======== Data

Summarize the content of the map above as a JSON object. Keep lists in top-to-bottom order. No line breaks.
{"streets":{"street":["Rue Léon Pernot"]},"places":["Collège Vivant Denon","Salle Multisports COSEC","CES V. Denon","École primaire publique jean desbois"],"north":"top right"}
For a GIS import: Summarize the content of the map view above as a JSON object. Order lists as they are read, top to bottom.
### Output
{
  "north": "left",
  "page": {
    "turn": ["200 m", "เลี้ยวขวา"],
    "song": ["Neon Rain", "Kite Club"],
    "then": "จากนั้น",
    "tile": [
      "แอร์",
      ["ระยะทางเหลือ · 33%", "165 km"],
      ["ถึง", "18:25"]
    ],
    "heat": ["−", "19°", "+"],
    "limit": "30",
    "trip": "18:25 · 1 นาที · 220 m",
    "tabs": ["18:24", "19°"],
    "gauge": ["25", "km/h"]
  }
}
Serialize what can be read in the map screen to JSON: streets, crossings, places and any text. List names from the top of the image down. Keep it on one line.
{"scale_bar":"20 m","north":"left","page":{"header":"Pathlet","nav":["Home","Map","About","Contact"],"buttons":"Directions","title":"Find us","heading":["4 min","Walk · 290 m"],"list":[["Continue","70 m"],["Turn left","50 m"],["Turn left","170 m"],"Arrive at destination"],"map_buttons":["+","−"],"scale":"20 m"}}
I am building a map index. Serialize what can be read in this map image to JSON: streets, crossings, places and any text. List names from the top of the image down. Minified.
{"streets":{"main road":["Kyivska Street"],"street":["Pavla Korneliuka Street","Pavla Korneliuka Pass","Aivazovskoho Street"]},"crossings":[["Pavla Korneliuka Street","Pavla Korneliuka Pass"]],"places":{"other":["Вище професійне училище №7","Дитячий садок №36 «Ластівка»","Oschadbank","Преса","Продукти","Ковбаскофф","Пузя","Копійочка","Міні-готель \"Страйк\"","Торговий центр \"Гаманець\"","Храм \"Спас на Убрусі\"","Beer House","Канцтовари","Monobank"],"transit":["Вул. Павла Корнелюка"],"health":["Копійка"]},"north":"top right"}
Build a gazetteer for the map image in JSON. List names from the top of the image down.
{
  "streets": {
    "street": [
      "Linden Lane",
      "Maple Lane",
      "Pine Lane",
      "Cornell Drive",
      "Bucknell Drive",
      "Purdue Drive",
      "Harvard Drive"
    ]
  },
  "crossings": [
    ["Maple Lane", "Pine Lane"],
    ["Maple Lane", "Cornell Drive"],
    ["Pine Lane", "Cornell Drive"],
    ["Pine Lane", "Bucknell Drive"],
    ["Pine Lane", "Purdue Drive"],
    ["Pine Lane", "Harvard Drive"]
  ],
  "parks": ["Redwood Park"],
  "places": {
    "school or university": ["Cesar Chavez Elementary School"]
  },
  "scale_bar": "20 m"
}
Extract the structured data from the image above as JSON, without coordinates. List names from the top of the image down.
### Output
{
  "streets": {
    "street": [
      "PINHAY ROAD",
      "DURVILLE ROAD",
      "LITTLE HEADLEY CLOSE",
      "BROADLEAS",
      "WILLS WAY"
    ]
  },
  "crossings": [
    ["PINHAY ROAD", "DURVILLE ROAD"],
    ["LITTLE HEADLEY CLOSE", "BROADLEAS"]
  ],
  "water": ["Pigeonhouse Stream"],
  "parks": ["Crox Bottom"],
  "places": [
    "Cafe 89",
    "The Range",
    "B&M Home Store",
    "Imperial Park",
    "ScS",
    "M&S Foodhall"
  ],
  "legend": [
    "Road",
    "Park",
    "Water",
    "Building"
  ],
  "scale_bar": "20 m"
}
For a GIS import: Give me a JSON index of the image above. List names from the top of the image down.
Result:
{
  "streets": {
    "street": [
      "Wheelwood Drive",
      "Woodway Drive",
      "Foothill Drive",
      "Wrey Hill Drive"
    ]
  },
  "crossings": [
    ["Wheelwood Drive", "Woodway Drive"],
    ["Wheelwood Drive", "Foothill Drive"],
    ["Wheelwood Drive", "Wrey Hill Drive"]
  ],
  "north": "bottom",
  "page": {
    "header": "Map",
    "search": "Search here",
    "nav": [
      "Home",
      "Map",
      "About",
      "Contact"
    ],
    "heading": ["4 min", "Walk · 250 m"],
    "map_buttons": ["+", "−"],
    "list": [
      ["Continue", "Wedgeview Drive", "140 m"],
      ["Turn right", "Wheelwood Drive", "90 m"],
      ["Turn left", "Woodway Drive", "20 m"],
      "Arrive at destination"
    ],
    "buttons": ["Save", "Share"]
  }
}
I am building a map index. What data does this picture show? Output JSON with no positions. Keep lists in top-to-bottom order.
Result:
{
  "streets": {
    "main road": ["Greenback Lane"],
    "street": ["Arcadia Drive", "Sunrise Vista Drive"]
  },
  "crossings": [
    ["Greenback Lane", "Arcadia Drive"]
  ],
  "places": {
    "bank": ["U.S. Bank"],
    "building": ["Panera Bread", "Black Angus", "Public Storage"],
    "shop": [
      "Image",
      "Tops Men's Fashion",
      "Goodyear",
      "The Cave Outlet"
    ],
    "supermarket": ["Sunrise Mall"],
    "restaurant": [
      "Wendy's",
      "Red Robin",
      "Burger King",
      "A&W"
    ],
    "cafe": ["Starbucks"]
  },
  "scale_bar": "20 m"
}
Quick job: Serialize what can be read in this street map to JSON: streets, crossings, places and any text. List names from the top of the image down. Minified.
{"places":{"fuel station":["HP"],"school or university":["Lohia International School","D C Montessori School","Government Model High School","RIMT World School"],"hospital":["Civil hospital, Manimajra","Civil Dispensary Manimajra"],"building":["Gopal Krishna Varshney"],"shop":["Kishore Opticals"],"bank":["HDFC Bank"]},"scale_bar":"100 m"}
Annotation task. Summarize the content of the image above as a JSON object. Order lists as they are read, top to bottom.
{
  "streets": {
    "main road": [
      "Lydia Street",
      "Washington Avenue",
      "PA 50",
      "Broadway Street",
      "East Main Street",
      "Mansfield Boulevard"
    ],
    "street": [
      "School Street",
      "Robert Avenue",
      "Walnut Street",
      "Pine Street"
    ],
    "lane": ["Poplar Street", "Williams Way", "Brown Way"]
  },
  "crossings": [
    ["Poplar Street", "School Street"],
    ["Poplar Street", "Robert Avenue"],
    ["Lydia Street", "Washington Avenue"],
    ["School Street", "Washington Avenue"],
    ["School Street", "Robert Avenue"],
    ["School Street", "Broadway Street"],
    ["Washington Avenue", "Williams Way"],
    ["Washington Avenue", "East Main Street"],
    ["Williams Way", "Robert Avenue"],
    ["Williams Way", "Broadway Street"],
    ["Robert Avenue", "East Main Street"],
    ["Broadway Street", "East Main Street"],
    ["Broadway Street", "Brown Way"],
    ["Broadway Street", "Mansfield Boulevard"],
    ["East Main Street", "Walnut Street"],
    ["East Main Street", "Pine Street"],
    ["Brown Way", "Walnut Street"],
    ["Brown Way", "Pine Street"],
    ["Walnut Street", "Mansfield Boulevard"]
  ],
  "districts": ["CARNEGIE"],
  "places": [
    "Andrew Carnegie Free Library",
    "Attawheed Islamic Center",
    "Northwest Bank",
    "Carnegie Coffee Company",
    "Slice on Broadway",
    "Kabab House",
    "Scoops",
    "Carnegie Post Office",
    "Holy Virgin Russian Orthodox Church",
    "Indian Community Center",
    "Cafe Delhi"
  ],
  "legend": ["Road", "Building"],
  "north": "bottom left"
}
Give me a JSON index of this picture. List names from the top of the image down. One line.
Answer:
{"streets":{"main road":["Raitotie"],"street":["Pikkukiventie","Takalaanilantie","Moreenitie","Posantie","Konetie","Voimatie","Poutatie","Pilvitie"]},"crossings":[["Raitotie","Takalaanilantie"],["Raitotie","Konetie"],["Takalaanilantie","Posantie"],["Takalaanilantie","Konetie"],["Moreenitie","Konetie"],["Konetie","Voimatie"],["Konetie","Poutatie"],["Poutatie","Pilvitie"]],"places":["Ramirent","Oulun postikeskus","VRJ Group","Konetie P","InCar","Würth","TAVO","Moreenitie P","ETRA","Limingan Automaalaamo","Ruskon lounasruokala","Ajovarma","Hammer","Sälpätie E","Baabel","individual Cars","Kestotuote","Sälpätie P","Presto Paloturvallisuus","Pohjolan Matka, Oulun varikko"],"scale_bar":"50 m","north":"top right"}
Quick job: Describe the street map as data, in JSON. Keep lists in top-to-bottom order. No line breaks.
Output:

================

**Work request**: When a line in the records above holds "Give", that line is to be reported.

**Your response**:
For a GIS import: Give me a JSON index of the image above. List names from the top of the image down.
Give me a JSON index of this picture. List names from the top of the image down. One line.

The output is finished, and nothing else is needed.